Worldwide, the education market is estimated to be worth more than £100 billion. It has increasingly attracted the interest of philanthropic billionaires, such as Bill and Melinda Gates in the United States, and, here in the UK, Arpad Busson, the London-based French financier who founded ARK, one of the more successful educational chains in England.

Education has also attracted the interest of multinational corporations such as Pearsons, owners of the Financial Times and the Penguin Group, and of Rupert Murdoch’s global empire, News International. Pearson Education employs around 37,000 people and is based in more than 60 countries. This company recently bought up educational businesses in Brazil, India and the US. It has contracts with five English academies for textbooks, as well as providing pupil assessments, teacher training and software. Pearson has also expressed interest in the new boom area of English education – helping to run new free schools and academies.

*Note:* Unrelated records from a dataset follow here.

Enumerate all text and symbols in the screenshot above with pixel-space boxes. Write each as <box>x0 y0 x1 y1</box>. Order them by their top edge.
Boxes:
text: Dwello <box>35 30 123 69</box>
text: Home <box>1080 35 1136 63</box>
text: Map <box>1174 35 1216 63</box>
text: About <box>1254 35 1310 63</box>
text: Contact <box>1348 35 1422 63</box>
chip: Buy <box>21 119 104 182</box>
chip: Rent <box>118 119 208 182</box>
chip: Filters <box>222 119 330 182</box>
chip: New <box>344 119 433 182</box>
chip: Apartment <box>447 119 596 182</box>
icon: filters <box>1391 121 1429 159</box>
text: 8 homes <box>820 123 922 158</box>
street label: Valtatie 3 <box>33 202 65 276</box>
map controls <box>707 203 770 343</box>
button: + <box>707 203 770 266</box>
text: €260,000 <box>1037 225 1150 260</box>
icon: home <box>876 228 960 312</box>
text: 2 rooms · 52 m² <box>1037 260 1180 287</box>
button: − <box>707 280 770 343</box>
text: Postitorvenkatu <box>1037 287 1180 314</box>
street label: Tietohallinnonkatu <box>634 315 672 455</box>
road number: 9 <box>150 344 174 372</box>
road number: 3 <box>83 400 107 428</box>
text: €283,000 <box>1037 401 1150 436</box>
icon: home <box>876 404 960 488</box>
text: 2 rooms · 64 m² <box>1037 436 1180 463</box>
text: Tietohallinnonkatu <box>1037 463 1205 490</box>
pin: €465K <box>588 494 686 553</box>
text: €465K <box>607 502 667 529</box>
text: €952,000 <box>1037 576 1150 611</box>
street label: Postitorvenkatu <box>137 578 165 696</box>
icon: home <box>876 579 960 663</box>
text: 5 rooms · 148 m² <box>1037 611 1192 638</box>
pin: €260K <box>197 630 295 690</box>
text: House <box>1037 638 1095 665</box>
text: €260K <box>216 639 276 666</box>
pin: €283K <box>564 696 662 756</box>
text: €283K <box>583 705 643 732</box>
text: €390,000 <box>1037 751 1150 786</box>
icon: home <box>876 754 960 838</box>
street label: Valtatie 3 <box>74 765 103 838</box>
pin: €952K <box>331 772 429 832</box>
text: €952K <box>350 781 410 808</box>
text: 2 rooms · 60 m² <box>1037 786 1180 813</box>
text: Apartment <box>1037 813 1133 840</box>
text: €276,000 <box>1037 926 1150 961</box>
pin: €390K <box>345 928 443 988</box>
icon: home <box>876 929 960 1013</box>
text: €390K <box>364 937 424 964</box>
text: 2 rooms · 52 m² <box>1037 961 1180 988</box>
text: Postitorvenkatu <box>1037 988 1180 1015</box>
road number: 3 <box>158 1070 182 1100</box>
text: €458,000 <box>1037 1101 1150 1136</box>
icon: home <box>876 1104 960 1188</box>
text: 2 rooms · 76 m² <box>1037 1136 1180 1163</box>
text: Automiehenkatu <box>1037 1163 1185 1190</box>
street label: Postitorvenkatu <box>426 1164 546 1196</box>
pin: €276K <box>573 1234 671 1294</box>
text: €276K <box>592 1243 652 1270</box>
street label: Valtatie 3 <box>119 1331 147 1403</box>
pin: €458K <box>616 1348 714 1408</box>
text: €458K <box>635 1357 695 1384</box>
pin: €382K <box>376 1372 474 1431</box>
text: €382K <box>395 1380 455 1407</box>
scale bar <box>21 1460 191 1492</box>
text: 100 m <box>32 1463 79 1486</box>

Since coming to power in 2010, the Coalition has accelerated the break-up of state education, and encouraged a range of semi-private providers to enter the system. Free schools were initially presented by Tory ministers as a form of parent power, but most of the new schools are in fact being run by an eclectic mix of charitable and third-sector organisations, religious groups,  and, increasingly, private providers and the rapidly expanding academy chains.

Take Oasis ? , one of the largest academy chains, with 14 academies already open and more in development. As Henry Stewart reports on the Local Schools Network ? website, between 2006 and 2010, the revenue received from government by the Oasis chain grew from £3 million to £70 million. The revenue of  ARK ? , which runs 11 academies in London, Birmingham and Portsmouth, increased from £3 million to £117.5 million. In 2009-10,  the income of E-ACT ? , another academy sponsor, grew from £15.5 million to £60 million. Its head, Sir Bruce Liddington, former Schools Commissioner, was reportedly paid more than £280,000 a year, in the last year when accounts were available. (The finances of these chains are no longer published.) All these groups are highly regarded by government in policy debates and have considerable influence on the development of government thinking and practice in education. The views of local authorities, on the other hand, are largely ignored.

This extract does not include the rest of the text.